Within its proposed new rules on disclosure of executive compensation, the Securities and Exchange Commission has included a requirement that may address an issue which could have played a role in WorldCom’s bankruptcy.
The requirement would require a footnote disclosure of the number of shares pledged as collateral by executive officers, directors, and director nominees who receive a loan from the company. Specifically, the proposal refers to shares that “may be subject to material risk or contingencies that do not apply to other shares beneficially owned by these persons.”
“These circumstances have the potential to influence management’s performance and decisions,” continues the requirement, which is tucked nearly one-third of the way into the 370-page SEC proposal. “As a result, we believe that the existence of these securities pledges could be material to shareholders.”

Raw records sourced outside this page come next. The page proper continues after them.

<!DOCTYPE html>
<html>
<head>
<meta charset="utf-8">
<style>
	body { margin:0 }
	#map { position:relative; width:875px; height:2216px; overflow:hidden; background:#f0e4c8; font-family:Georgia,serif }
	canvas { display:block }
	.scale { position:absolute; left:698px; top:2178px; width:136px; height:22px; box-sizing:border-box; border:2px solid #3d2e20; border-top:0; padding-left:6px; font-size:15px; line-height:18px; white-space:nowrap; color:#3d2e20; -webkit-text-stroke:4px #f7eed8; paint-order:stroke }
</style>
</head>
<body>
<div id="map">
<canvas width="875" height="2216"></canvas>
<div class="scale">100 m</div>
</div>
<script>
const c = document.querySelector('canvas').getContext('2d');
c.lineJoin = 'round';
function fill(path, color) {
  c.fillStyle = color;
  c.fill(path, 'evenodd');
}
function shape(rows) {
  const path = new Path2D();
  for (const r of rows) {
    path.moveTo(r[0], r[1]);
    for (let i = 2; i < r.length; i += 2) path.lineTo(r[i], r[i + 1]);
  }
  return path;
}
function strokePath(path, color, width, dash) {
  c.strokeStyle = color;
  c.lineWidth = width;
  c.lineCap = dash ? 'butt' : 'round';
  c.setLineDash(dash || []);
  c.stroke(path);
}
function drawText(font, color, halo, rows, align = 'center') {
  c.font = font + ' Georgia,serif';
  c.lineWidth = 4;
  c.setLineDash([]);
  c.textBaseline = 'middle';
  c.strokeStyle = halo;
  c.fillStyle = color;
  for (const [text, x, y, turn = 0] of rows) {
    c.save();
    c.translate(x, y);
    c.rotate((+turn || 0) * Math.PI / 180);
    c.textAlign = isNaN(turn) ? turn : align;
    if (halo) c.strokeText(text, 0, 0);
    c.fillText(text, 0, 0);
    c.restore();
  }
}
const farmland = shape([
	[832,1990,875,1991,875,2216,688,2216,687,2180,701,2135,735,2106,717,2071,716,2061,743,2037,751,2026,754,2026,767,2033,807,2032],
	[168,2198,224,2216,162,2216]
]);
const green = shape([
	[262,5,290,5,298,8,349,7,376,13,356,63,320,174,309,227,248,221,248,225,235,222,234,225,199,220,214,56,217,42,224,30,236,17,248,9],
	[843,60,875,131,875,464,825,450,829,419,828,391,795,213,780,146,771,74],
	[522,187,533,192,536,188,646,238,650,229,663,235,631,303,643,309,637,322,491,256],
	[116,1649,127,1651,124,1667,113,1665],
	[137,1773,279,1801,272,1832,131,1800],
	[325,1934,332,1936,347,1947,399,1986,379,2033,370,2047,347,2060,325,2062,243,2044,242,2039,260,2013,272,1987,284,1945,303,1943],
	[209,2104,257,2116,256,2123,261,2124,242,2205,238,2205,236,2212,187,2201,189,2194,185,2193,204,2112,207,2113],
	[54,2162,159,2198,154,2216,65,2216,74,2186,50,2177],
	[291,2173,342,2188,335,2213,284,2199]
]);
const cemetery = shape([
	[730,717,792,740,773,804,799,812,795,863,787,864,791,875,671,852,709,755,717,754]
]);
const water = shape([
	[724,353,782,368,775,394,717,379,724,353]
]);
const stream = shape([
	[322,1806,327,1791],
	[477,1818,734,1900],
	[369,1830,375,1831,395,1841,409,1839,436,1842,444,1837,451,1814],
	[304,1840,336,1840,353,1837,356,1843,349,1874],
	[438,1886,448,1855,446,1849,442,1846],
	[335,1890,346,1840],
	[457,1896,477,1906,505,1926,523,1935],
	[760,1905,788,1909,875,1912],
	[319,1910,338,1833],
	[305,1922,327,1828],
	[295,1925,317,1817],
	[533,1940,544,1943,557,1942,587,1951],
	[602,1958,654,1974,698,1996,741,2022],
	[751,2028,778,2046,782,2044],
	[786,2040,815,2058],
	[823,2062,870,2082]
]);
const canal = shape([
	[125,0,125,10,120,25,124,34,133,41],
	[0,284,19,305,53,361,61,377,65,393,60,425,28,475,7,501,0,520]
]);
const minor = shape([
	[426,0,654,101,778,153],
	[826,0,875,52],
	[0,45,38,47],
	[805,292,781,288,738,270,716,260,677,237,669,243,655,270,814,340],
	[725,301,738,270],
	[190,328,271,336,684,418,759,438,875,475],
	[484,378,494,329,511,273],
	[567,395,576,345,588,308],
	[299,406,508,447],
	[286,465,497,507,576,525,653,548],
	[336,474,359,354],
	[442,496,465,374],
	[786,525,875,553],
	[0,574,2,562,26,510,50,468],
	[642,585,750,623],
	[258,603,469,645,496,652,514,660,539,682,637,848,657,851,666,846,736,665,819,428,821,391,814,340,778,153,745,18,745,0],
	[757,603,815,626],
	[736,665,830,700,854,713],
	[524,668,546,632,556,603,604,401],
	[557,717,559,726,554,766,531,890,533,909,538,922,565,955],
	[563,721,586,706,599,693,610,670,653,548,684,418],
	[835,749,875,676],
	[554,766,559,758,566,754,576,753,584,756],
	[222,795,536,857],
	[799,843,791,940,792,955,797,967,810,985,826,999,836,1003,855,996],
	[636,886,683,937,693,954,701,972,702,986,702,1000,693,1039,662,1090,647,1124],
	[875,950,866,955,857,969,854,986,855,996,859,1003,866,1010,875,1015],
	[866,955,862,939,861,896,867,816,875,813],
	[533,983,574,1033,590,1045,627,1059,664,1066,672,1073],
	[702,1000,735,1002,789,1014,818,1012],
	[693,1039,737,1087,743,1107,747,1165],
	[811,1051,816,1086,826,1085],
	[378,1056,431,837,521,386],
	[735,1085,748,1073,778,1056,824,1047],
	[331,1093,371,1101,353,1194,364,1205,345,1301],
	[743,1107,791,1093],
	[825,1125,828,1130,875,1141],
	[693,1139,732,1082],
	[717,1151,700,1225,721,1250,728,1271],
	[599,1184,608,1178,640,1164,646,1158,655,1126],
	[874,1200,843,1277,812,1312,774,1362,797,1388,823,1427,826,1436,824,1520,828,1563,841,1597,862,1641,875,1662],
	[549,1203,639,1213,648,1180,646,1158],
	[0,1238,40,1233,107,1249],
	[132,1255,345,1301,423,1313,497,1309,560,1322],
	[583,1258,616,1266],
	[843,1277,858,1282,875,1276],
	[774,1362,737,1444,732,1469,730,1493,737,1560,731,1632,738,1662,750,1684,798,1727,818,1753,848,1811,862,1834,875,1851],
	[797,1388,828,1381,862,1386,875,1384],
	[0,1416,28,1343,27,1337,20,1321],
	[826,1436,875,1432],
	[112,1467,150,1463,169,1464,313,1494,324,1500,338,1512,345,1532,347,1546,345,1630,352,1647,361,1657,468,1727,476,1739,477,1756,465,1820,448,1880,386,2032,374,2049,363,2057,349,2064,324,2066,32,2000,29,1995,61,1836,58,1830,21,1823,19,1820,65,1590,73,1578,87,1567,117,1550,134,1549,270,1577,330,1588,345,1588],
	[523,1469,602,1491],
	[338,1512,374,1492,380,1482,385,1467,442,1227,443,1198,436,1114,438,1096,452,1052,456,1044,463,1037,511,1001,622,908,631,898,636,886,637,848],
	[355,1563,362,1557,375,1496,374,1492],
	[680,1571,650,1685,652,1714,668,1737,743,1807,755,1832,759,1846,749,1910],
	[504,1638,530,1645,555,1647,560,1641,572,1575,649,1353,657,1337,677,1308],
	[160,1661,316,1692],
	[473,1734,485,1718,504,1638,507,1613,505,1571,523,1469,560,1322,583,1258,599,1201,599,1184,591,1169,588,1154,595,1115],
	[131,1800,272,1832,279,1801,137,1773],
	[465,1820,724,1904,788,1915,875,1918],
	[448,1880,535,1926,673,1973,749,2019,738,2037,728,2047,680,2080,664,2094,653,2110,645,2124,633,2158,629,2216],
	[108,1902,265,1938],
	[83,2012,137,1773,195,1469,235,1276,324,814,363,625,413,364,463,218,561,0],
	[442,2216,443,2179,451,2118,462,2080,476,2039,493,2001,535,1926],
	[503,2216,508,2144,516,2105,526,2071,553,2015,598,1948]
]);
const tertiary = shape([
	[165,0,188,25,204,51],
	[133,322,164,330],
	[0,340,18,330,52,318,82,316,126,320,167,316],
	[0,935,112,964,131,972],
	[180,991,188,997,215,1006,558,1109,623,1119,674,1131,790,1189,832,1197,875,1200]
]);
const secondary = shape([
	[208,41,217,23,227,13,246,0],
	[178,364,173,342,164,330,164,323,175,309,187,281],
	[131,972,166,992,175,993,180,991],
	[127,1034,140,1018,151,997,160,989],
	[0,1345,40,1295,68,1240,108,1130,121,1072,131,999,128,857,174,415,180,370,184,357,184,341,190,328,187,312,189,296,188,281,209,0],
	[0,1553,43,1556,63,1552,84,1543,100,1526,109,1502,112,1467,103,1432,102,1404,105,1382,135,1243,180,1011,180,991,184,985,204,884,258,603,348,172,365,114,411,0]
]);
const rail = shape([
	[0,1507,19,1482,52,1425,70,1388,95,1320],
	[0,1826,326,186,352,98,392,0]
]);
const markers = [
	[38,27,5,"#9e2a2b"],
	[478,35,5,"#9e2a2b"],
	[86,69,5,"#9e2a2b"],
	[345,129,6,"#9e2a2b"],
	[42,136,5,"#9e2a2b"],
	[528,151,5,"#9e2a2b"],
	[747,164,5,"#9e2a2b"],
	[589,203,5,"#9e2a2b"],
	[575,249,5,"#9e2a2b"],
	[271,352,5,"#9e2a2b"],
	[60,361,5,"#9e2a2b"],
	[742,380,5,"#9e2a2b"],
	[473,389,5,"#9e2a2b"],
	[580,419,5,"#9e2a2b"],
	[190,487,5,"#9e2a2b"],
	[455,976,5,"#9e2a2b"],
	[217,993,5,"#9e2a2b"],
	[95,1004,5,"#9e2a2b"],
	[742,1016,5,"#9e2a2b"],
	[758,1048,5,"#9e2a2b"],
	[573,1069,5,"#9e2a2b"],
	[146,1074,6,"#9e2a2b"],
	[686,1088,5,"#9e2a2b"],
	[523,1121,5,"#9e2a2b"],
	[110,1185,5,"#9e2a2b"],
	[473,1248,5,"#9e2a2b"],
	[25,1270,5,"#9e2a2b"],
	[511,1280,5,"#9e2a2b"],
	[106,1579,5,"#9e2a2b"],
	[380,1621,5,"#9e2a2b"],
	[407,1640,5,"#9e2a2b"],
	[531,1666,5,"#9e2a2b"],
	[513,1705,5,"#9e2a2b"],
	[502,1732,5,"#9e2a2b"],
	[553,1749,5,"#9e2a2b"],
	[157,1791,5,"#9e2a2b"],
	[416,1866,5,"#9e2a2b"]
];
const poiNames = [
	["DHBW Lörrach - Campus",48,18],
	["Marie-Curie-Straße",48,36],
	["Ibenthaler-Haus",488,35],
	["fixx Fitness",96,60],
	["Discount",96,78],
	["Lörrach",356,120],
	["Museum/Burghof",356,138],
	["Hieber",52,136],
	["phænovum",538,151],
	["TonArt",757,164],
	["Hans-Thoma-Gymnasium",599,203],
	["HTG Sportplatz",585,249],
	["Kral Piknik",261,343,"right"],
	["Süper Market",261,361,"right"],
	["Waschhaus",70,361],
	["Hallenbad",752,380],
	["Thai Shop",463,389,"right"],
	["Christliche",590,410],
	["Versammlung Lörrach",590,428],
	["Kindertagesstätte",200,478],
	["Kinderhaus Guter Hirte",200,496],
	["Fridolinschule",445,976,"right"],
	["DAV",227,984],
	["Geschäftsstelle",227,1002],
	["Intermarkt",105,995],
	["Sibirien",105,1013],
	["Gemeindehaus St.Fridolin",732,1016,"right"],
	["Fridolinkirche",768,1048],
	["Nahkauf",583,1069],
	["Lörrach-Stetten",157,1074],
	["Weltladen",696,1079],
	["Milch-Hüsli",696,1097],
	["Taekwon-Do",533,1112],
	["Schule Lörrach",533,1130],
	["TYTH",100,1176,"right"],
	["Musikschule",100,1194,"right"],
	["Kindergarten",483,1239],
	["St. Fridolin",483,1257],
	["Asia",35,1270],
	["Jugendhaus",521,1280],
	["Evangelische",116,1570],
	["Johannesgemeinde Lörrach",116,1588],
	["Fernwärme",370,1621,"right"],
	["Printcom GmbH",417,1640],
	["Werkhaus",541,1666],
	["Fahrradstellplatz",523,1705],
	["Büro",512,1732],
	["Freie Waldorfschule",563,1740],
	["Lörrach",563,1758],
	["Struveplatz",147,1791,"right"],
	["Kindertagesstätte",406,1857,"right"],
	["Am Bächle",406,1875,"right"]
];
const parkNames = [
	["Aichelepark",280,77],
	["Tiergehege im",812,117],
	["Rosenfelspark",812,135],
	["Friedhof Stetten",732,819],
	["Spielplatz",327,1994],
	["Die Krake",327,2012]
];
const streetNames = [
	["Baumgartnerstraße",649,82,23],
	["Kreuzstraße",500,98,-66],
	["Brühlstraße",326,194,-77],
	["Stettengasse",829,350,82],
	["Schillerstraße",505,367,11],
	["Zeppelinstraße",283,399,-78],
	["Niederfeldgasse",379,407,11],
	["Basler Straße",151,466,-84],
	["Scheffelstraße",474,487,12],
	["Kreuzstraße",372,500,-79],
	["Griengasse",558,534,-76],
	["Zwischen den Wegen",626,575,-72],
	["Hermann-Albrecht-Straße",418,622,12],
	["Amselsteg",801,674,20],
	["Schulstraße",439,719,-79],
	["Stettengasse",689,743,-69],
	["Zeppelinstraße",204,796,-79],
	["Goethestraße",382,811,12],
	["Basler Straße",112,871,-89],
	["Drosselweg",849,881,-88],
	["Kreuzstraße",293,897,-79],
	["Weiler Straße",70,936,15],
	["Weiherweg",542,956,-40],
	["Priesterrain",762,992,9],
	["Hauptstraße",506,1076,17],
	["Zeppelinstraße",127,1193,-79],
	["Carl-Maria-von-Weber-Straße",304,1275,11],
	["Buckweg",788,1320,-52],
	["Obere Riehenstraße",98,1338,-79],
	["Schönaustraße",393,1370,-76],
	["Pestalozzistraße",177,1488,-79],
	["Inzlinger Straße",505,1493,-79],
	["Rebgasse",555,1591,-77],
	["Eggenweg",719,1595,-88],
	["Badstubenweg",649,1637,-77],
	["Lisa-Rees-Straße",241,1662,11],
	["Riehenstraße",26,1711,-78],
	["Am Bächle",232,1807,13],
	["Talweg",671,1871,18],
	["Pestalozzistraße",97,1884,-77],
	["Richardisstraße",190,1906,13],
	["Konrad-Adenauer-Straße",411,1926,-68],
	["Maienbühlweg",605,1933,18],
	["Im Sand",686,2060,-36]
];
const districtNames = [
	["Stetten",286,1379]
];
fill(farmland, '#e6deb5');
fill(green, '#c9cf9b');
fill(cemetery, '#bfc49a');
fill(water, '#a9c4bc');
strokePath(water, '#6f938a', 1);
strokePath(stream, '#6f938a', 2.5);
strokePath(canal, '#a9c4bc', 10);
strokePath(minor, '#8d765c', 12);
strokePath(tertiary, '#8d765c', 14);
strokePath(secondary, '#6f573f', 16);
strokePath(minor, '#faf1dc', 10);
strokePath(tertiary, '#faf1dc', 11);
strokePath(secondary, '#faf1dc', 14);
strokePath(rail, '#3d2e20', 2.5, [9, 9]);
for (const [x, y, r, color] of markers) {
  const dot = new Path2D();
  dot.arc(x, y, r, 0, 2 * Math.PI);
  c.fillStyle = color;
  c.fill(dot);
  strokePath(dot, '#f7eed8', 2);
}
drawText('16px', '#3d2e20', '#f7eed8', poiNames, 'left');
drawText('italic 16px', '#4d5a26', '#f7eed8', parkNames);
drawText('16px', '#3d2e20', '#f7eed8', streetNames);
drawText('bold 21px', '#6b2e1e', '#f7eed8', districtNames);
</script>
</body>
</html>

In its own footnote, the commission referred to a 2004 report that states, “The extension of loans to the CEO of WorldCom, which were collateralized by WorldCom shares owned by the CEO, contributed to WorldCom’s financial demise.”
The Wall Street Journal observed that this proposal could generate a slew of complaints from executives who are subject to this disclosure. One compensation expert told the paper that he thinks executives will no longer make these kinds of pledges if the requirement is finalized in its current form.
“Most CEOs don’t want to disclose pledging of their stock on a personal investment because it’s an invasion of privacy, and it may make them look bad,” Mark Reilly, a partner at 3C, Compensation Consulting Consortium in Chicago, told the Journal. “A lot of executives and their advisers are going to have heartburn” about revealing so much personal information, he reportedly added.